Auf der Grundlage der institutsindividuellen Risikosituation erfolgt die Konzeption angemessener Stresstests. Die Konzeption wird an Hand der Daten der Sparkasse verprobt, so dass über die Bestimmung der Risikofaktoren, der Parametrisierung bis hin zur Ergebnisinterpretation, Maßnahmenableitung und Berichterstellung der gesamte Prozess durchlaufen wird. Die Erarbeitung einer zugehörigen Arbeitsanweisung stellt die Erfüllung der Dokumentationsanforderungen sicher.

Umsetzung


Das Risikoprofil der Sparkasse stellt die Grundlage für die Diskussion der Stresstestkonzeption dar. In gemeinsamen Workshops mit den Spezialisten der Sparkasse werden angemessene Sensitivitätsanalysen, Einzelfallbetrachtungen und Szenarien erarbeitet. Wichtig ist dabei, dass die hausindividuelle Risikosituation in den Stresstests abgebildet wird und die Stresstests in das Risikomanagement der Instituts integriert werden – was beispielsweise eine Berücksichtigung etwaiger Risikokonzentrationen erfordert.

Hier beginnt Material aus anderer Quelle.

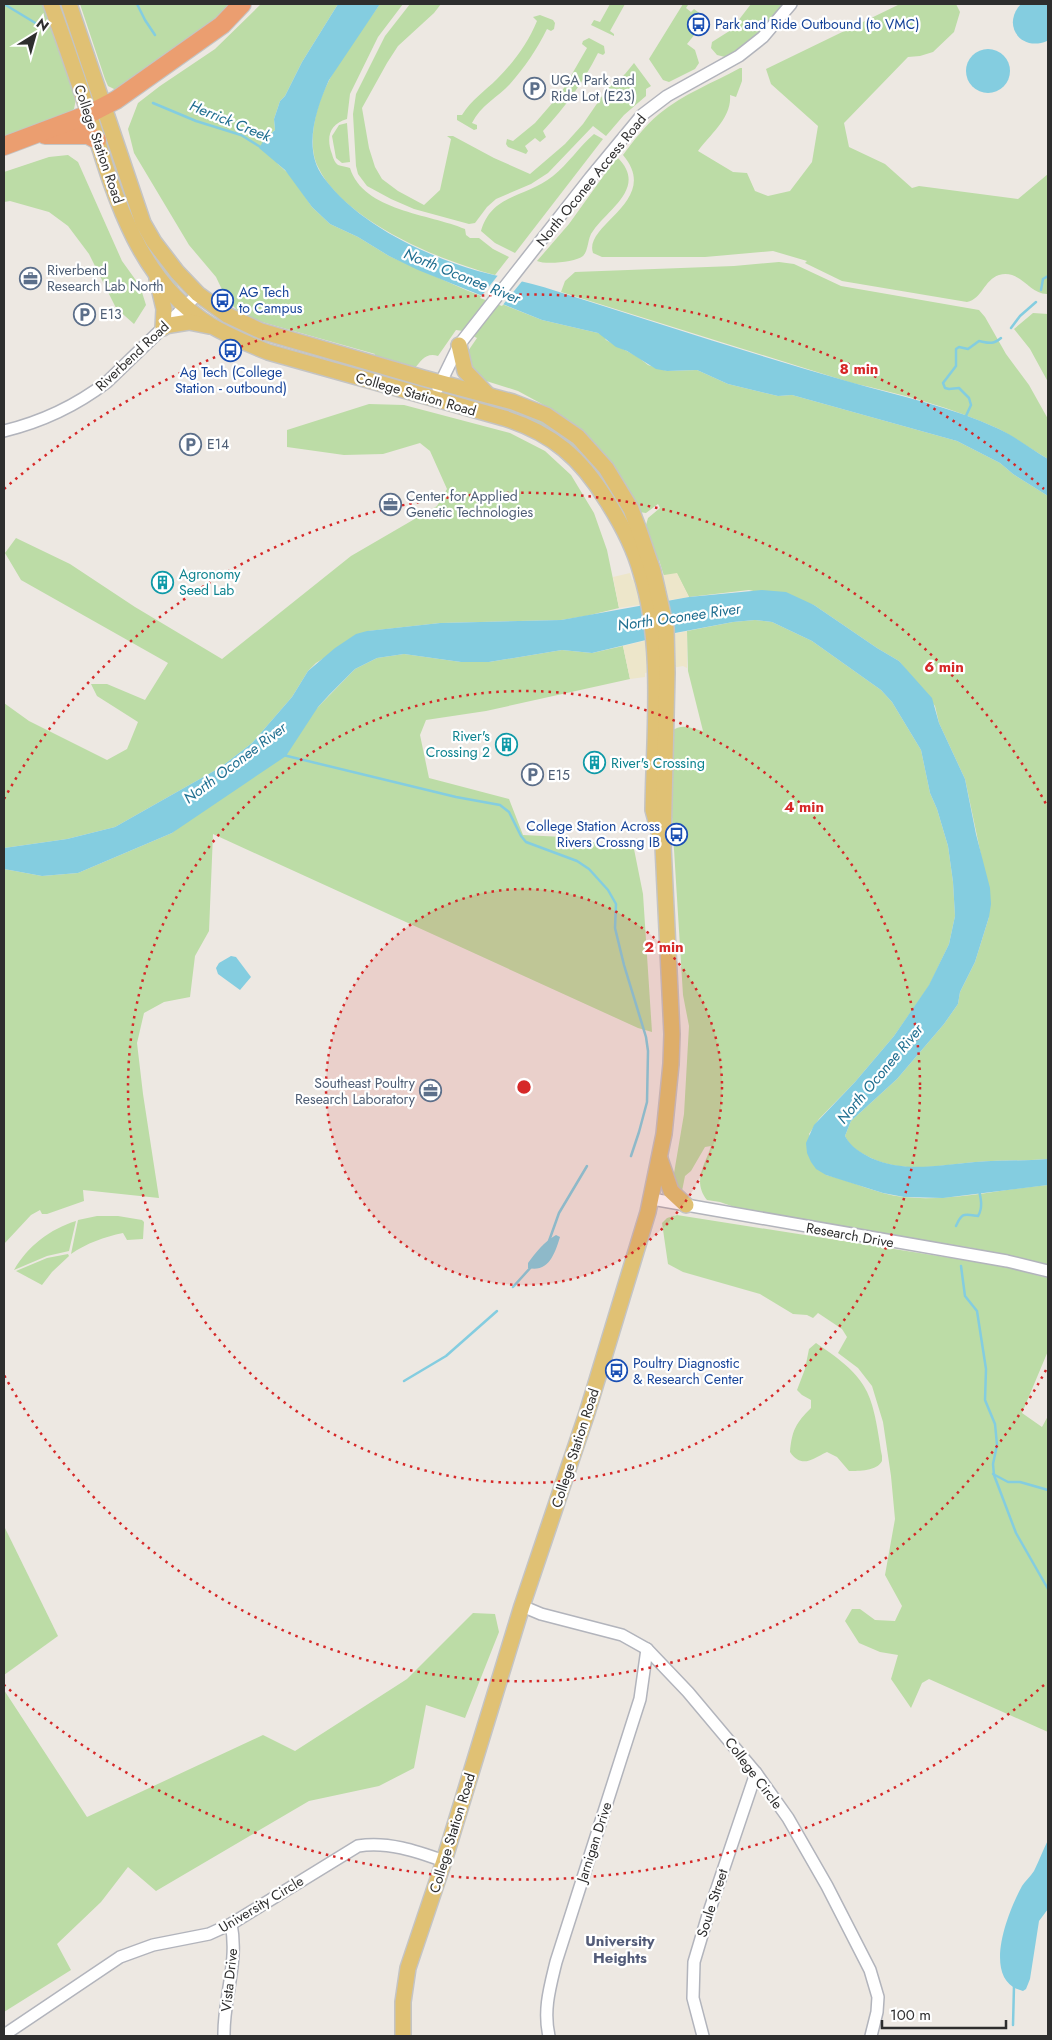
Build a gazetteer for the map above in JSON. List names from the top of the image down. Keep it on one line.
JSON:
{"streets":{"main road":["College Station Road"],"street":["North Oconee Access Road","Riverbend Road","Research Drive","College Circle","Jarnigan Drive","Soule Street","University Circle","Vista Drive"]},"crossings":[["College Station Road","North Oconee Access Road"],["College Station Road","Riverbend Road"],["College Station Road","Research Drive"],["College Station Road","College Circle"],["College Station Road","University Circle"],["College Circle","Jarnigan Drive"],["College Circle","Soule Street"],["University Circle","Vista Drive"]],"districts":["University Heights"],"water":["Herrick Creek","North Oconee River"],"places":{"bus stop":["Park and Ride Outbound (to VMC)","AG Tech to Campus","Ag Tech (College Station - outbound)","College Station Across Rivers Crossng IB","Poultry Diagnostic & Research Center"],"parking":["UGA Park and Ride Lot (E23)","E13","E14","E15"],"office":["Riverbend Research Lab North","Center for Applied Genetic Technologies","Southeast Poultry Research Laboratory"],"building":["Agronomy Seed Lab","River's Crossing 2","River's Crossing"]},"scale_bar":"100 m","north":"top right","rings":["8 min","6 min","4 min","2 min"]}
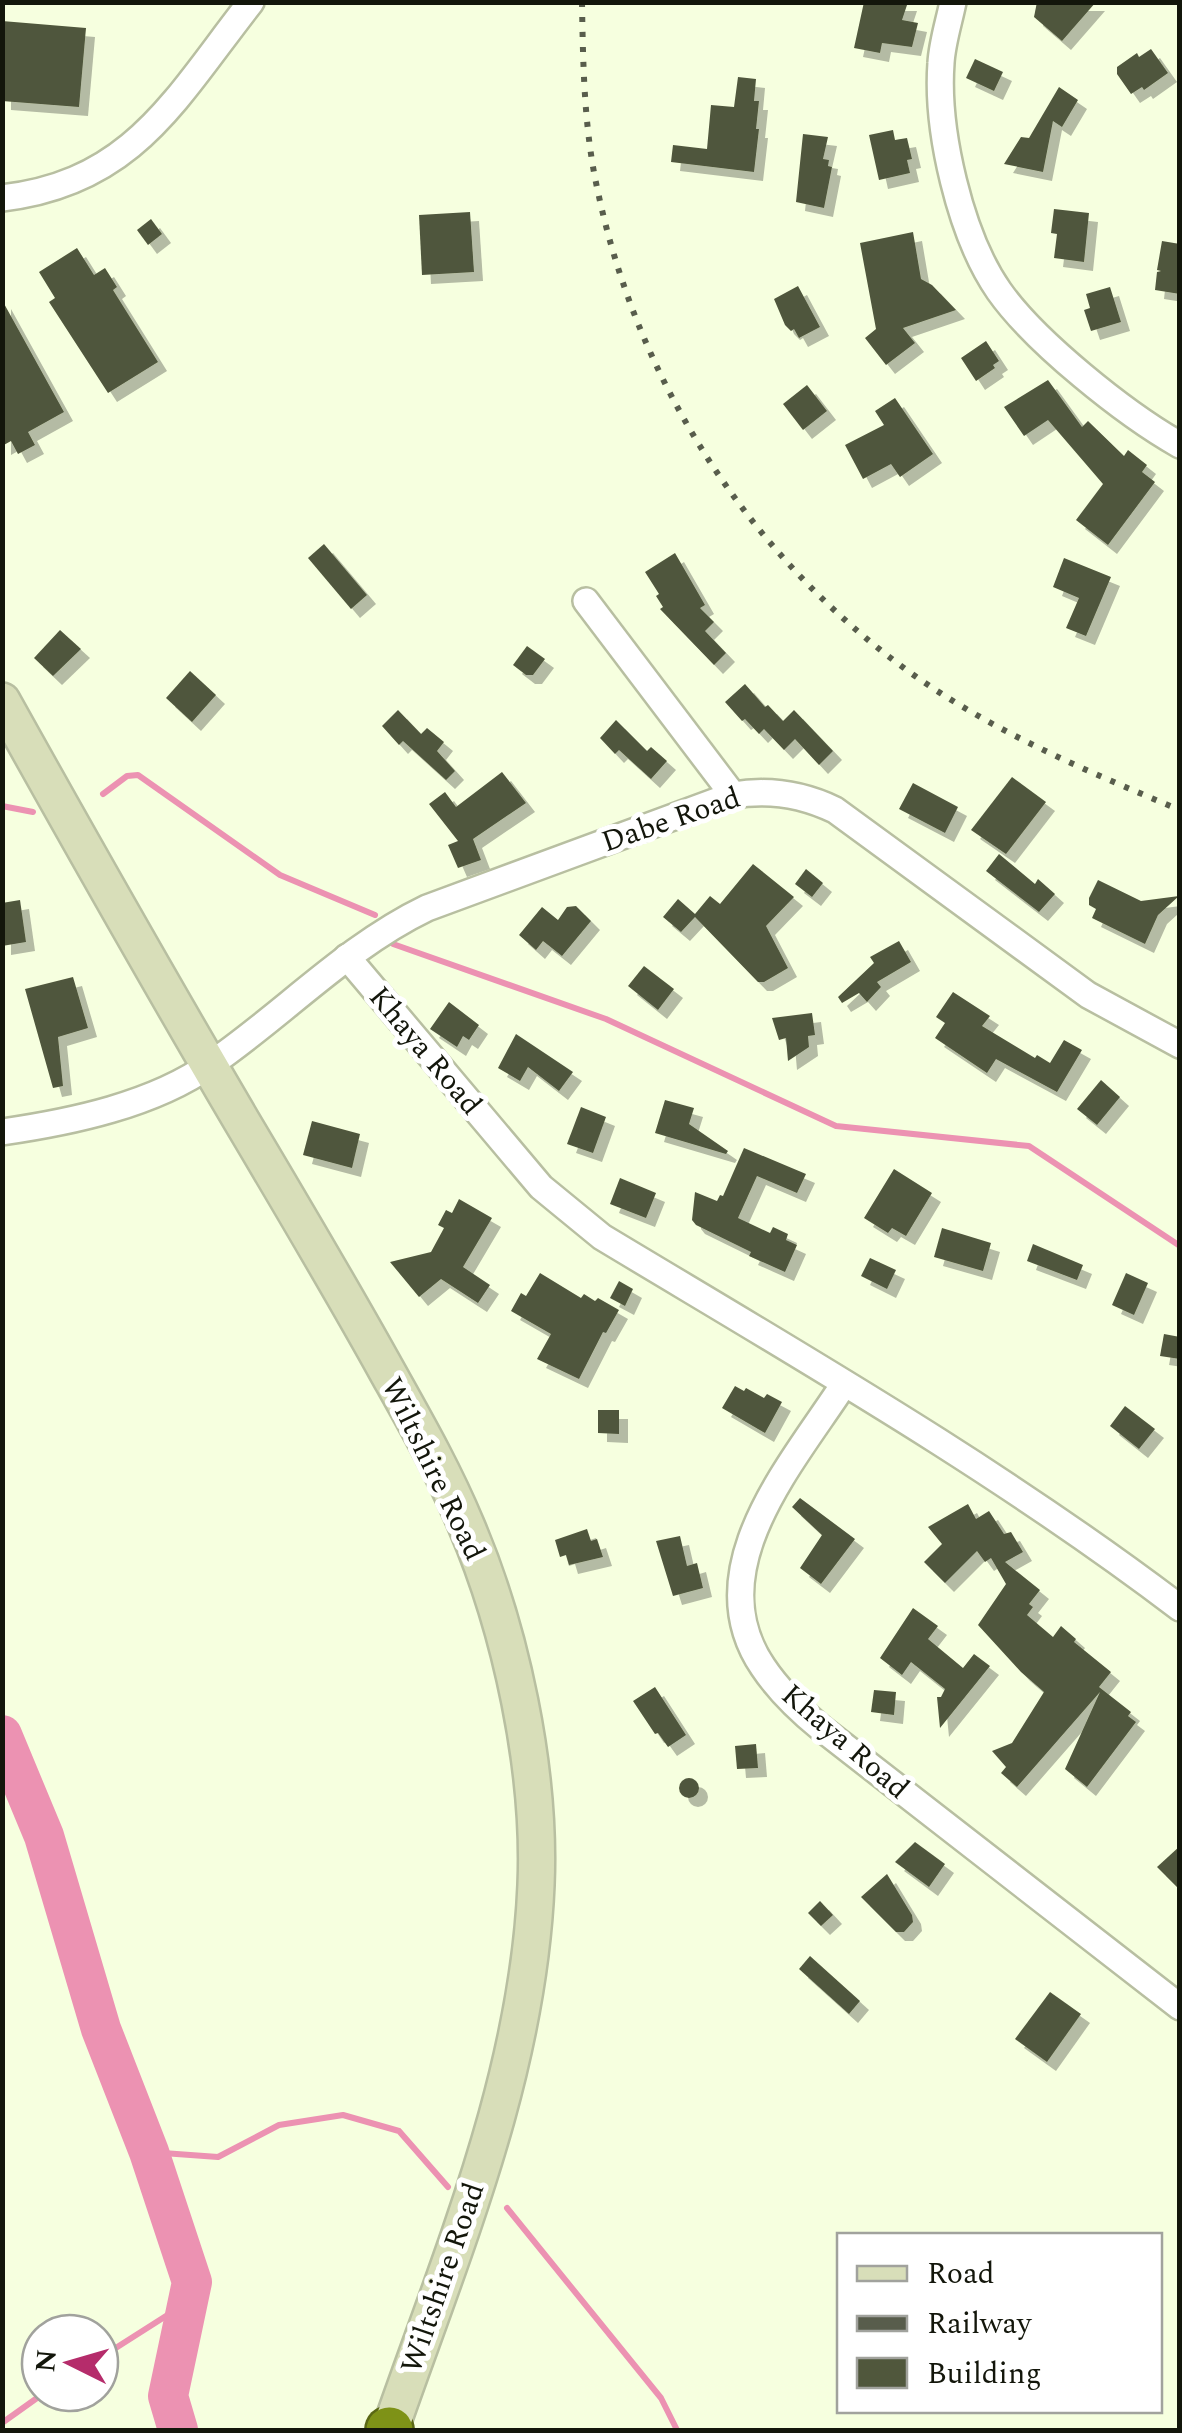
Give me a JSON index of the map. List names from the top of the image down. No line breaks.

Bei den Sensitivitätsanalysen erfolgen Simulationsrechnungen einzelner Risiko­arten an Hand variierter Parameter – die Ableitung angemessener Parameterveränderungen und die Dokumentation dessen stehen dabei im Vordergrund. Bei den Einzelfallbetrachtungen werden in­dividuelle Risikoausprägungen des Instituts gestresst. Beispielsweise werden die Auswirkungen des Ausfalls nennenswerter Schuldner auf die Ertrags-, Liquiditäts- und Risikolage untersucht. Neben der inhaltlichen Ausgestaltung der aufsichtlichen „Pflichtszenarien“ werden ergänzende Szenarien formuliert, sofern diese für das Institut von Bedeutung sind – beispielsweise sei der Ausfall des größten regionalen Arbeitsgebers zu nennen.

In der sich anschließenden praktischen Umsetzung erfolgt die Simulation der einzelnen Stresstests. Die Ergebnisauswirkungen werden diskutiert und unter Risikotragfähigkeitsgesichtspunkten betrachtet, Handlungsempfehlungen werden im Bedarfsfall abgeleitet.

Sind die konzeptionellen Arbeiten und die Praxisverprobung abgeschlossen, widmet man sich der Erfüllung der Dokumentationsanforderungen an Prozesse – eine zugehörige Arbeitsanweisung wird erstellt.

 

Wesentliche Ergebnisse
Die Sparkasse erfüllt die Anforderungen der MaRisk an Stresstests. Neben der kon­zeptionellen Ausgestaltung von Stress­tests, die dem Risikoprofil der Sparkasse entsprechen, sind diese gemeinsam mit den Spezialisten der Sparkasse simuliert worden. Die Ergebnisse sind interpretiert, kritisch reflektiert – gegebenenfalls notwendige Maßnahmenvorschläge sind erarbeitet. Eine zugehörige Arbeitsanweisung sowie die Erörterung der notwendigen Folgearbeiten, wie etwa die Umsetzung der regelmäßigen Überprüfung der Methoden und Verfahren, vervollständigen die Projektergebnisse.